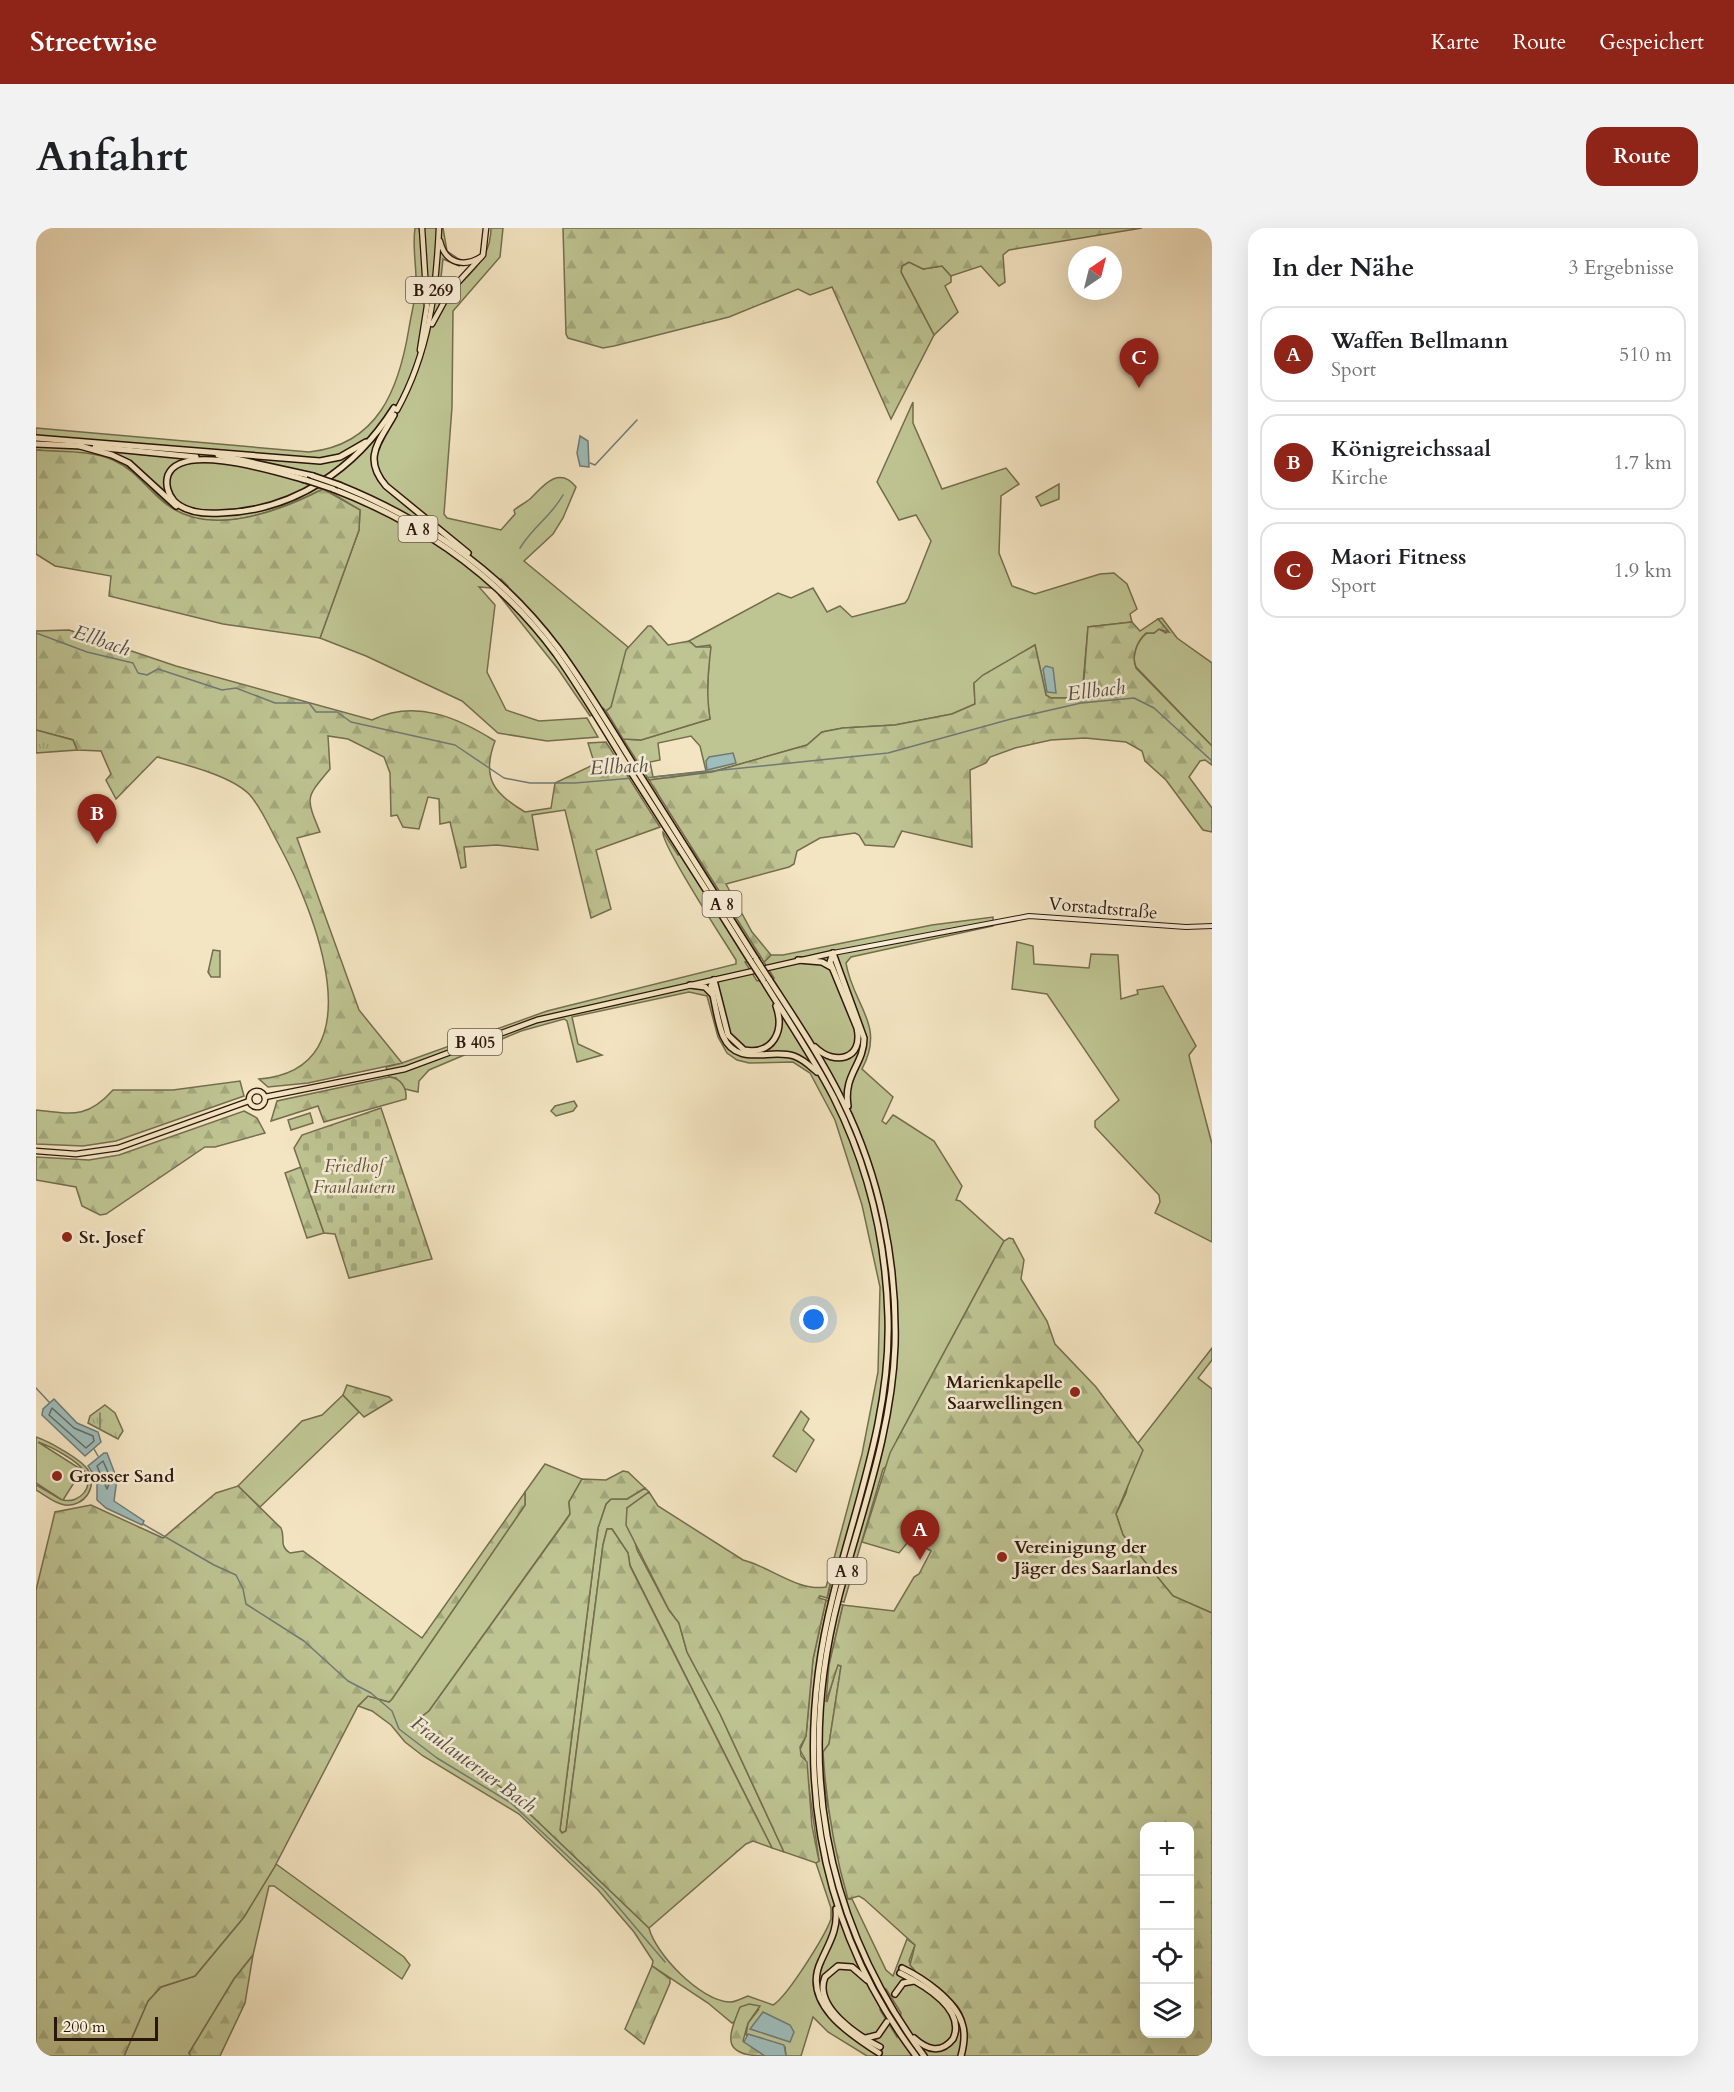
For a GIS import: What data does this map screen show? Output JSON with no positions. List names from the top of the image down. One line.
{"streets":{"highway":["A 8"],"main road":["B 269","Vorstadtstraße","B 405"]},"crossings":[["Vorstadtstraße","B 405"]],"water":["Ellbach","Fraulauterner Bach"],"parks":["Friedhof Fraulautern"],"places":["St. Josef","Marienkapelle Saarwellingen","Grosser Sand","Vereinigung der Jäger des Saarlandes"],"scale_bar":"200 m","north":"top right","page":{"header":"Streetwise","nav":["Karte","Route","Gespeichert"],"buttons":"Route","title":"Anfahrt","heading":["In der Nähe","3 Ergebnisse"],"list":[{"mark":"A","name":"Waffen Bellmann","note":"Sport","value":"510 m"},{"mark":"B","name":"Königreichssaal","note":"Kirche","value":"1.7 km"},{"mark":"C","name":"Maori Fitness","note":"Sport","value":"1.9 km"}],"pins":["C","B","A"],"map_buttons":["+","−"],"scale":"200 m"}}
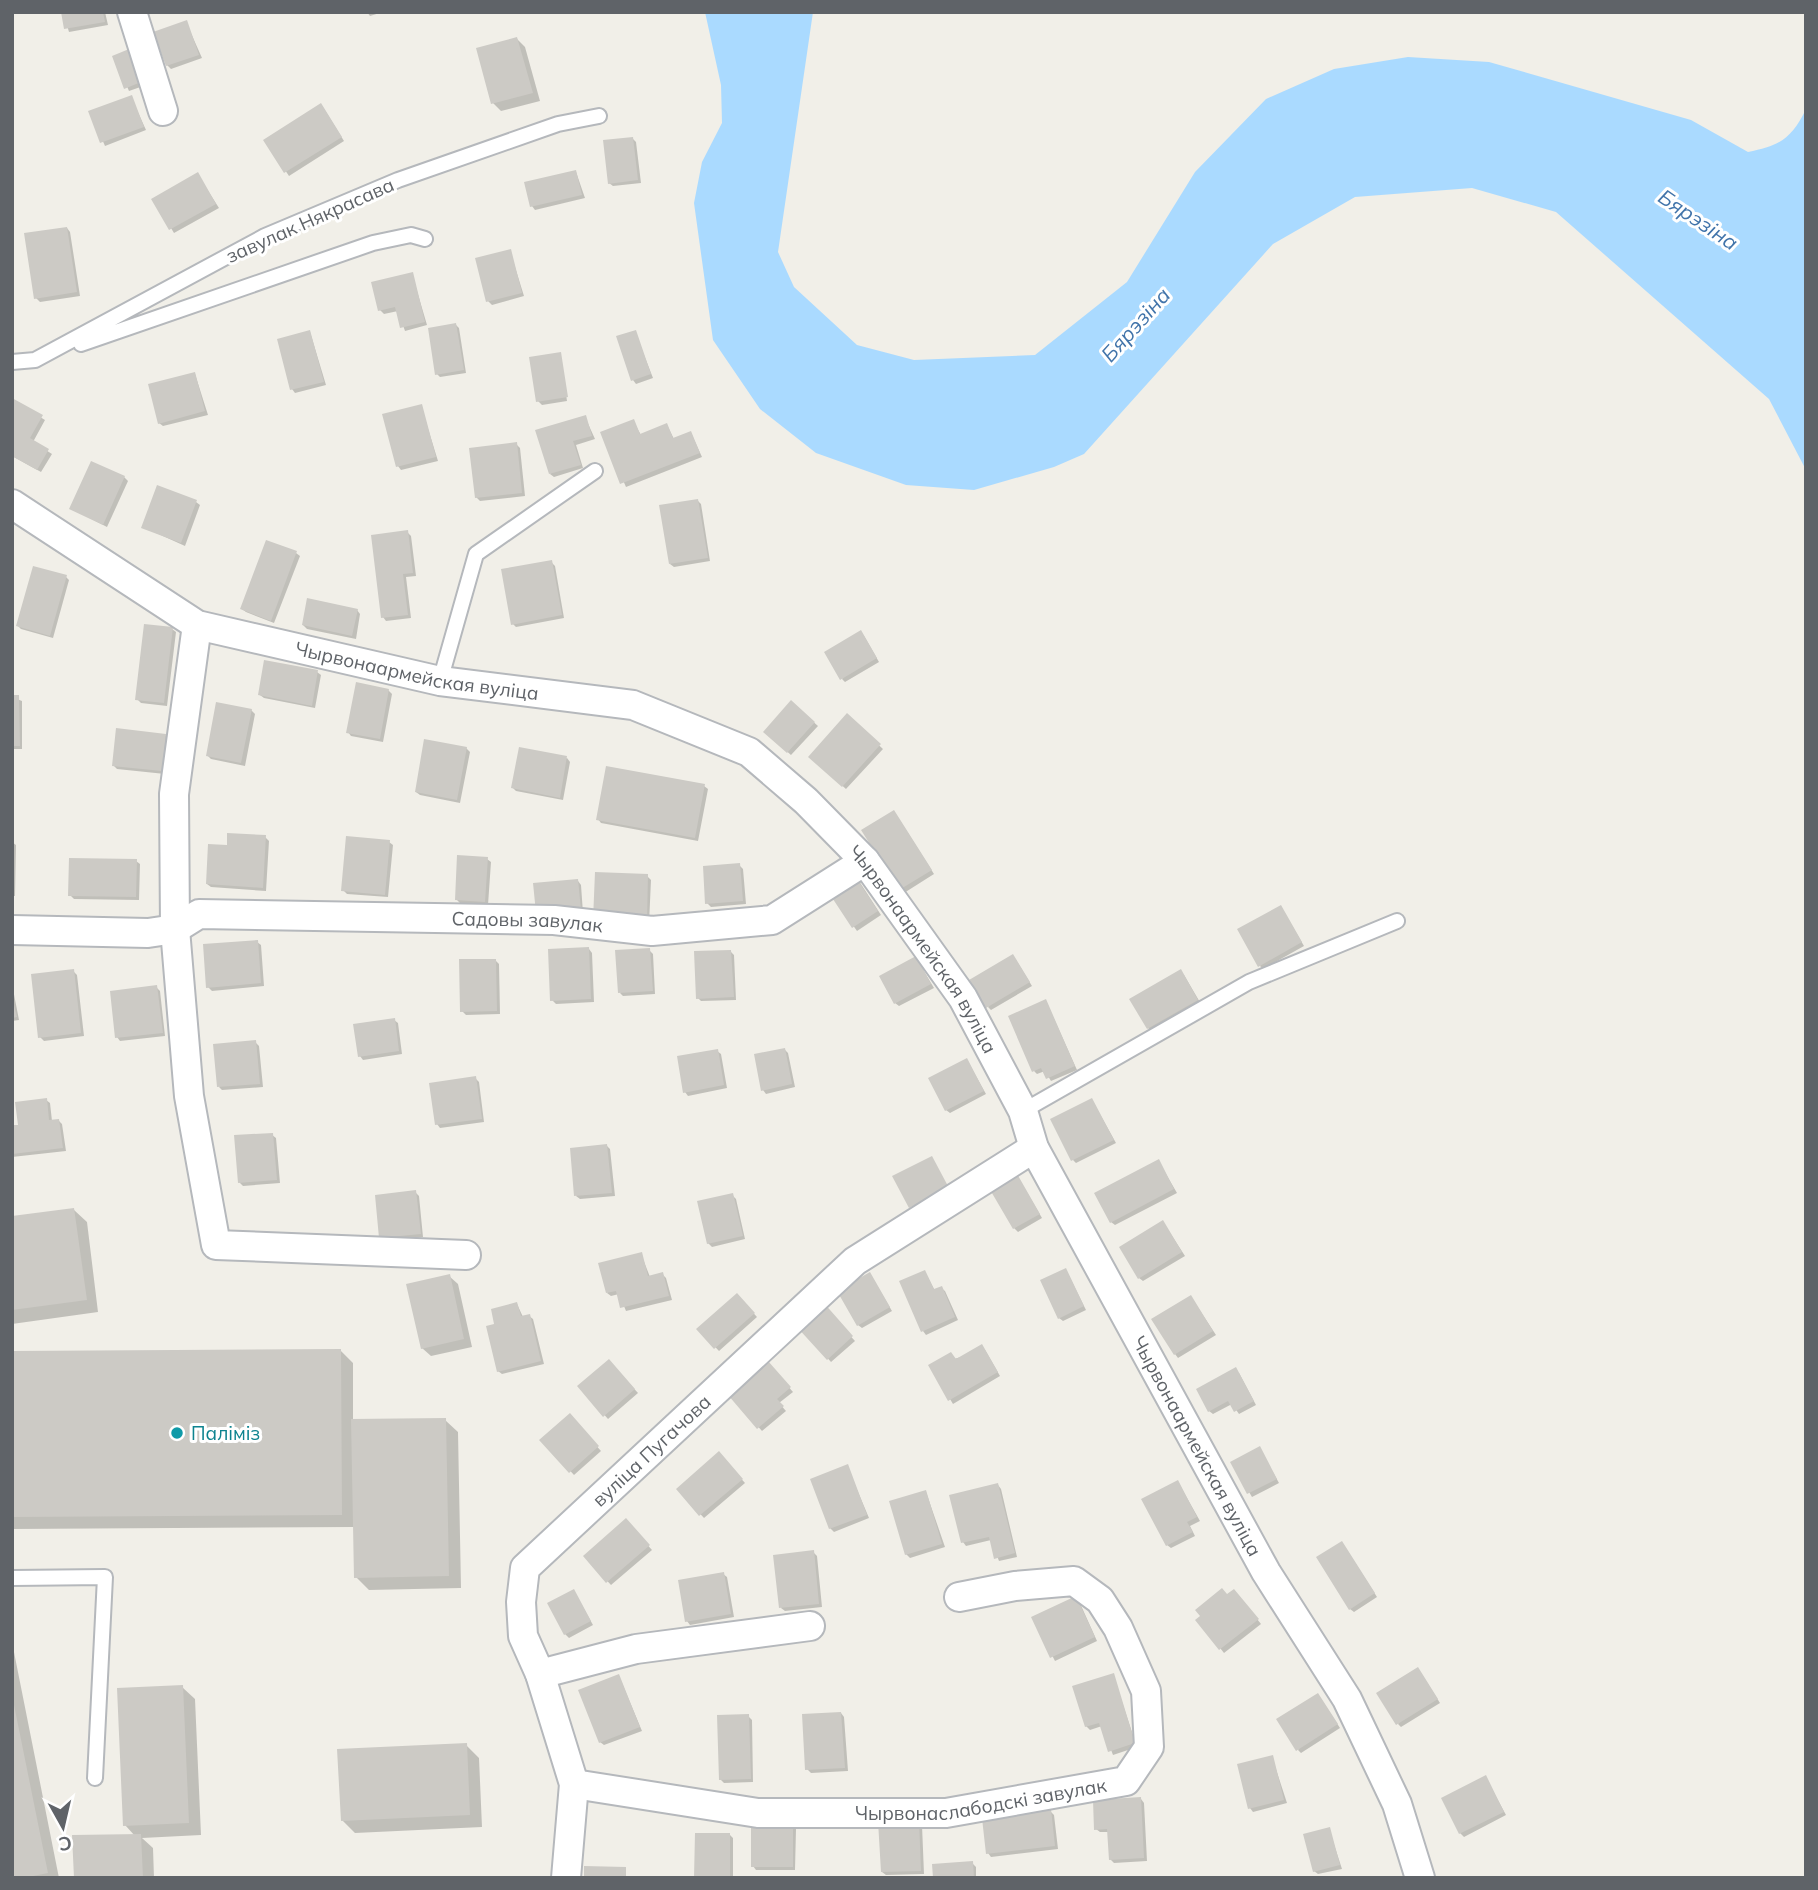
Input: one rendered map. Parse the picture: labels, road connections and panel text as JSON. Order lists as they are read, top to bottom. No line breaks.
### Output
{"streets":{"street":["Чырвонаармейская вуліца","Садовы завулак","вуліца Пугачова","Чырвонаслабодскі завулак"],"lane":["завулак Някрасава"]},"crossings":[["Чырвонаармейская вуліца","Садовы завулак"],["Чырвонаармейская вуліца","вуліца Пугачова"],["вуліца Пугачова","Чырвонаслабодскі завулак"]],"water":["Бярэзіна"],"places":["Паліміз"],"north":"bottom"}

• • •

WORK ITEM: Copy every record above exactly, leaving out any pictures.

RESPONSE TO THIS EXERCISE:
For a GIS import: What data does this map screen show? Output JSON with no positions. List names from the top of the image down. One line.
{"streets":{"highway":["A 8"],"main road":["B 269","Vorstadtstraße","B 405"]},"crossings":[["Vorstadtstraße","B 405"]],"water":["Ellbach","Fraulauterner Bach"],"parks":["Friedhof Fraulautern"],"places":["St. Josef","Marienkapelle Saarwellingen","Grosser Sand","Vereinigung der Jäger des Saarlandes"],"scale_bar":"200 m","north":"top right","page":{"header":"Streetwise","nav":["Karte","Route","Gespeichert"],"buttons":"Route","title":"Anfahrt","heading":["In der Nähe","3 Ergebnisse"],"list":[{"mark":"A","name":"Waffen Bellmann","note":"Sport","value":"510 m"},{"mark":"B","name":"Königreichssaal","note":"Kirche","value":"1.7 km"},{"mark":"C","name":"Maori Fitness","note":"Sport","value":"1.9 km"}],"pins":["C","B","A"],"map_buttons":["+","−"],"scale":"200 m"}}
Input: one rendered map. Parse the picture: labels, road connections and panel text as JSON. Order lists as they are read, top to bottom. No line breaks.
### Output
{"streets":{"street":["Чырвонаармейская вуліца","Садовы завулак","вуліца Пугачова","Чырвонаслабодскі завулак"],"lane":["завулак Някрасава"]},"crossings":[["Чырвонаармейская вуліца","Садовы завулак"],["Чырвонаармейская вуліца","вуліца Пугачова"],["вуліца Пугачова","Чырвонаслабодскі завулак"]],"water":["Бярэзіна"],"places":["Паліміз"],"north":"bottom"}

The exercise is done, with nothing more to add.